On one particular weeknight, not so long ago, my son set forth to draw a machine that makes gummy bears. The easel, which also houses a dry-erase board, is located in our dining room and is the place for many an after-dinner drawing, list, or sight word quiz. On this particular evening, and no, David Macaulay was not our dinner guest, gummy bears were "Unwrapped".
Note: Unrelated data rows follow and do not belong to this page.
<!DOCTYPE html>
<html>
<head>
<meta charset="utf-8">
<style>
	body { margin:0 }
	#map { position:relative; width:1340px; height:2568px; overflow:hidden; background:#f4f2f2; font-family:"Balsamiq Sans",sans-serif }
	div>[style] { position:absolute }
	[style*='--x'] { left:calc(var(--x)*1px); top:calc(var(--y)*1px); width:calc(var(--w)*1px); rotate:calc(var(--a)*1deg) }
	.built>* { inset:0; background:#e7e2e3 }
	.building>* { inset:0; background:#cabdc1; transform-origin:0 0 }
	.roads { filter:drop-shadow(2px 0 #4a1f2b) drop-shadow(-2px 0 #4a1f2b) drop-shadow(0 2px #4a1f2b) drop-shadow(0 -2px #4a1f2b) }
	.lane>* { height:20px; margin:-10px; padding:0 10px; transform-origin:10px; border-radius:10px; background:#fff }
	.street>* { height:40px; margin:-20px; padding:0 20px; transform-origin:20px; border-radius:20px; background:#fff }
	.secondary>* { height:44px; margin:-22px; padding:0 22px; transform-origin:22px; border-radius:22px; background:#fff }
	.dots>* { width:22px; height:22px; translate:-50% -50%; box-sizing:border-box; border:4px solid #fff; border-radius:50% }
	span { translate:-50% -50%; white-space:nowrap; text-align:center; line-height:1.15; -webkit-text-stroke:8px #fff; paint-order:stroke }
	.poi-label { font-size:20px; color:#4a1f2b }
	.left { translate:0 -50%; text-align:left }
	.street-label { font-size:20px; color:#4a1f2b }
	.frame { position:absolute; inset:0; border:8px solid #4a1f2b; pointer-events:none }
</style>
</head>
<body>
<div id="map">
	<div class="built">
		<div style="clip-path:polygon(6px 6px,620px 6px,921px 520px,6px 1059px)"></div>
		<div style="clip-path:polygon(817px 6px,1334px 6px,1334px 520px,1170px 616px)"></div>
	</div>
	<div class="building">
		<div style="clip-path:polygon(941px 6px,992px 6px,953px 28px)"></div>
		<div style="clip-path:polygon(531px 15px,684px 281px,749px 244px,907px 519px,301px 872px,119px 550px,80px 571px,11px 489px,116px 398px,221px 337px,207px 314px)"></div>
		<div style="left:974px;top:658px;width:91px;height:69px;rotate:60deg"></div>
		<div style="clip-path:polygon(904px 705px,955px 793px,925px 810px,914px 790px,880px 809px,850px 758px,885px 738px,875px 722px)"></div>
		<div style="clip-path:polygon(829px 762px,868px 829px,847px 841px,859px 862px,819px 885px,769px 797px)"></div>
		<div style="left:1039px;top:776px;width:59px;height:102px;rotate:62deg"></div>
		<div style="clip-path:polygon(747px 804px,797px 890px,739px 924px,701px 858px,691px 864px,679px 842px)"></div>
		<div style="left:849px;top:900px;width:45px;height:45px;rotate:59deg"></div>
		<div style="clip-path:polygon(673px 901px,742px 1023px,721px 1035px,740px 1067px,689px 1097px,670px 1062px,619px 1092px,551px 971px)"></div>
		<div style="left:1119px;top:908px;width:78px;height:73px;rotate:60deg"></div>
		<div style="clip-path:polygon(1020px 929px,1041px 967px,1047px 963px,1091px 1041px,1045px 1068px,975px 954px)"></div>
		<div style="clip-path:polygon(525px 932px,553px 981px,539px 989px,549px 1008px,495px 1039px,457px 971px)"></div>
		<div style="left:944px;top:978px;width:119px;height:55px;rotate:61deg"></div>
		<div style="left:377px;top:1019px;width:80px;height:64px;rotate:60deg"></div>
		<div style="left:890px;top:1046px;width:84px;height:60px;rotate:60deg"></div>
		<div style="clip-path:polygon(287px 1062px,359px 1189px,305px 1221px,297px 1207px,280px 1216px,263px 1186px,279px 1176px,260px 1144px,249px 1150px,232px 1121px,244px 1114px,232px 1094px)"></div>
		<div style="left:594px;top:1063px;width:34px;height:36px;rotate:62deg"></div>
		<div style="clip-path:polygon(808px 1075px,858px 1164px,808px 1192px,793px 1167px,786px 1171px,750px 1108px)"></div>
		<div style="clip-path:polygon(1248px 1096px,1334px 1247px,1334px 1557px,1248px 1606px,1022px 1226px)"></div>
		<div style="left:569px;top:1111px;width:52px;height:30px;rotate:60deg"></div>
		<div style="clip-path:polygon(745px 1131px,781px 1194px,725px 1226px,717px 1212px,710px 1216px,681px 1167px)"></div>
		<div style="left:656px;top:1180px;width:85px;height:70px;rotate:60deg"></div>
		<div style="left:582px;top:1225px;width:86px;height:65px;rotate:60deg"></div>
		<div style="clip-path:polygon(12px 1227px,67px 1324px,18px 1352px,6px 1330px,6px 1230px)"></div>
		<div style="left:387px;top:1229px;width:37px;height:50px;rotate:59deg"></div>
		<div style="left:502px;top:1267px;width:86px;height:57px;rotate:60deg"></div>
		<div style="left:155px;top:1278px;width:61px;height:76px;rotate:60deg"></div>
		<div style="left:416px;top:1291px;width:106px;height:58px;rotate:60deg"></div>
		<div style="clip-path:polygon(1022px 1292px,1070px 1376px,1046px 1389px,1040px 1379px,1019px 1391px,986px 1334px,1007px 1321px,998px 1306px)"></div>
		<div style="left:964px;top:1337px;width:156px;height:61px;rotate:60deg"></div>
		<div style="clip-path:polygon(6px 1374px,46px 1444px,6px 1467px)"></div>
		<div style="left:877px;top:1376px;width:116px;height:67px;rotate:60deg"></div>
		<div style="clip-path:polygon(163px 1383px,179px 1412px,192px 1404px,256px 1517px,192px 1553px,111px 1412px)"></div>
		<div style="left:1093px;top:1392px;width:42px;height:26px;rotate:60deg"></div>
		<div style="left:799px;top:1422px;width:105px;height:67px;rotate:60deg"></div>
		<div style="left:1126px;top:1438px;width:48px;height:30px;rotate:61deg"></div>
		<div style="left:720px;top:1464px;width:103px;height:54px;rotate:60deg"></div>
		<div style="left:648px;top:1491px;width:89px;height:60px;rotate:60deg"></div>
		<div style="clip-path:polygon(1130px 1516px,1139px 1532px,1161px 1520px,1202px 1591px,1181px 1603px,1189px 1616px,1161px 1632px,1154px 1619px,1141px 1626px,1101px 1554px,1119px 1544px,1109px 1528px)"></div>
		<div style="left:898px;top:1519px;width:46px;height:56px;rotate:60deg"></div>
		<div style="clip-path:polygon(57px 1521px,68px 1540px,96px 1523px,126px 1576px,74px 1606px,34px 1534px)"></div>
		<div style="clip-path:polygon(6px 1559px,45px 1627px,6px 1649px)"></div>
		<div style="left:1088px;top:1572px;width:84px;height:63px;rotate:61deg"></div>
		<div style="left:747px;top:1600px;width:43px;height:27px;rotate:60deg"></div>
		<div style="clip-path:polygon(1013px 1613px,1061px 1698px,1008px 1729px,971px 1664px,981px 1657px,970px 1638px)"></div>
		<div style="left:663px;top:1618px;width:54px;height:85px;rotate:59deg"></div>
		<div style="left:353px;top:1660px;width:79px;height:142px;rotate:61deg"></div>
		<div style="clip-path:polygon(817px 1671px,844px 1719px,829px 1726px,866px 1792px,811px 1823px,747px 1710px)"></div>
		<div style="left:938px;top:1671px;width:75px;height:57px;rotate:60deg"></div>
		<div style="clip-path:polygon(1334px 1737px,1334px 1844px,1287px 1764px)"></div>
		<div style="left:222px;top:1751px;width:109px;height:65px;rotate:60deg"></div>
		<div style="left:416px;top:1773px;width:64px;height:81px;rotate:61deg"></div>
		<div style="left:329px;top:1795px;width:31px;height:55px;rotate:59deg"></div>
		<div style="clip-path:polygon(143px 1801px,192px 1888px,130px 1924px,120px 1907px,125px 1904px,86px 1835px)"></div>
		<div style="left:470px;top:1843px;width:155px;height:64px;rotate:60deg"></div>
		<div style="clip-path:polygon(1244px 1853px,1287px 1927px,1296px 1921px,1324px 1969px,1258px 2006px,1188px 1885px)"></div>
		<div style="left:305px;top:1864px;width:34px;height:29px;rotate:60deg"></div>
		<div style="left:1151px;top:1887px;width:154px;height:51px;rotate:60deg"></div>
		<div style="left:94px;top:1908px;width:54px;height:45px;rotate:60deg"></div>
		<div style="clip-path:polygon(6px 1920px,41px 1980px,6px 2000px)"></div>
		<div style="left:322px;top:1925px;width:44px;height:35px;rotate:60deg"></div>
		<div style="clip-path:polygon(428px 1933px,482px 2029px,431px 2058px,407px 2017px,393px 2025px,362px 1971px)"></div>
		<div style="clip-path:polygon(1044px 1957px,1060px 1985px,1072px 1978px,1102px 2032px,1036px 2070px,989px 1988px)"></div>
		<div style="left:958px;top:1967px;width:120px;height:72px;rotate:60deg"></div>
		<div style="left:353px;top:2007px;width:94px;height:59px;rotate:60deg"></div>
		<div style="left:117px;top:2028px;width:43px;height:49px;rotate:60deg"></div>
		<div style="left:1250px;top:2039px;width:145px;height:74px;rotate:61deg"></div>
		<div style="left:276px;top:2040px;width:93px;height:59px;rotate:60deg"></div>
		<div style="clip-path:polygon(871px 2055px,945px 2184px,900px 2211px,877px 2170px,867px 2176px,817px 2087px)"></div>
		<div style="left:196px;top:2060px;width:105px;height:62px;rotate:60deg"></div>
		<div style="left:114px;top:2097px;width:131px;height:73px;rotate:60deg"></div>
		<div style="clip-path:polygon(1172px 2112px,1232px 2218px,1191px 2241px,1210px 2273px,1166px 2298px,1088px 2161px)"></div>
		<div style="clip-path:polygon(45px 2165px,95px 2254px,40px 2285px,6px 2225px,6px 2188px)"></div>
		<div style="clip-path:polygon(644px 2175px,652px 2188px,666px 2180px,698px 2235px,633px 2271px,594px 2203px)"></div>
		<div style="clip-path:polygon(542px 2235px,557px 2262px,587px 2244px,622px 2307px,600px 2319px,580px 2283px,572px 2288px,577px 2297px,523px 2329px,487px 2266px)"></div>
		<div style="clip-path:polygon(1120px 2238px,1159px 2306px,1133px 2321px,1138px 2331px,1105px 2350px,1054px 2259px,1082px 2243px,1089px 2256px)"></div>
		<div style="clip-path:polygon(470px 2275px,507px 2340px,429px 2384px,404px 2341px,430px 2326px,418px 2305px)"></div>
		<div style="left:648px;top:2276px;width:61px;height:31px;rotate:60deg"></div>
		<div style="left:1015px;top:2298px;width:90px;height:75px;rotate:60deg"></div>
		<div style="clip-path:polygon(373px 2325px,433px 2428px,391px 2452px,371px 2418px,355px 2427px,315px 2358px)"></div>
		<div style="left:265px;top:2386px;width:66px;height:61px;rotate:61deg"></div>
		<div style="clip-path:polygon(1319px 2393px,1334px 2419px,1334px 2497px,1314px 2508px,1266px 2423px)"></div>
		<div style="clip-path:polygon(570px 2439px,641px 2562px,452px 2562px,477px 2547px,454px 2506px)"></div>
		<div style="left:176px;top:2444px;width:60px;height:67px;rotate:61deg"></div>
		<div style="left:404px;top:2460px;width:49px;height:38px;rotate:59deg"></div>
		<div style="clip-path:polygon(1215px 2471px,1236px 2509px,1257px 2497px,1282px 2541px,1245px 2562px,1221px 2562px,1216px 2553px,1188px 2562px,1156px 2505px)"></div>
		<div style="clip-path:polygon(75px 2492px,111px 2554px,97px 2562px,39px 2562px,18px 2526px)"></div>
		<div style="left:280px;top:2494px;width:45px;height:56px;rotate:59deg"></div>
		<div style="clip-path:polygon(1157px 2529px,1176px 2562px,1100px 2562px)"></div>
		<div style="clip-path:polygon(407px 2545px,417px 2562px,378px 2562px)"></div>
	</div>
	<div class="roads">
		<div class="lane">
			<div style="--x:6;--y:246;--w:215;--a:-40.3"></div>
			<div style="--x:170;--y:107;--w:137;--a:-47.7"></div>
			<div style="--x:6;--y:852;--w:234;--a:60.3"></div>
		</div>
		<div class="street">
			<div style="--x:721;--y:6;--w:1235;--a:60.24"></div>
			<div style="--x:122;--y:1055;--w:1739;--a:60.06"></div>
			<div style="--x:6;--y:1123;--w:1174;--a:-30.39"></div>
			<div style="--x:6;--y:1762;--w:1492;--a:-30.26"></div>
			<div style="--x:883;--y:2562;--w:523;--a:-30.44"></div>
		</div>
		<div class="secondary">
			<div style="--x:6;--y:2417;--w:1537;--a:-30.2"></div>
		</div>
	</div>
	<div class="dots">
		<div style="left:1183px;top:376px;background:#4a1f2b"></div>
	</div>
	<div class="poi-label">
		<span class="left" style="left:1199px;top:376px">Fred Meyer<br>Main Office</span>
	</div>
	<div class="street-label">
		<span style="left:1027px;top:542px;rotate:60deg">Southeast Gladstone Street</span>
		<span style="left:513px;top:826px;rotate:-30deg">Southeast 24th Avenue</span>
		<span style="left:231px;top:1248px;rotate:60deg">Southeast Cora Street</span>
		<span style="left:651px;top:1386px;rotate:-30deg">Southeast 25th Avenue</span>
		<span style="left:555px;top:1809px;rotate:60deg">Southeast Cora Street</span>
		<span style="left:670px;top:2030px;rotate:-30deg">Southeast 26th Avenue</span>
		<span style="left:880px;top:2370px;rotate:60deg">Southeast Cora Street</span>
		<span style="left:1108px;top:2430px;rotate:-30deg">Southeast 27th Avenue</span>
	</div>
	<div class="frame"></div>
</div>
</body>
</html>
In the case of this machine, everybody had a little bit of say in dertermining how this mechanism produced gummy bears. I for one, am a fan of my son's inclusion of the fire (bottom, center) that is creating the energy by which to run this well-oiled machine. There is also a place for leftover gummy product which exits the machinery on the left by way of the orange tubing. And, don't forget that all gummy bears are given a final waxy coating to give them their polish; their shine, which you can see being zapped on in the center above the fire. Finally, every machine needs someone to oversee the successful production of its' product. In this case that person is another gummy bear, as seen seated near the control panel to the left of the fire. It would seem, then, that this is no mere candy-making operation, but in fact a diabolical plan for one candy to clone itself with the hopes of conquering the world market as we know it!
O.K., so I have gotten a bit carried away.
But I swear, when I look at this drawing, I can hear the "glop" as gummy goodness is pressed onto the conveyor, and I can smell that sweet, fruity aroma of warm gummy bears wafting through my house.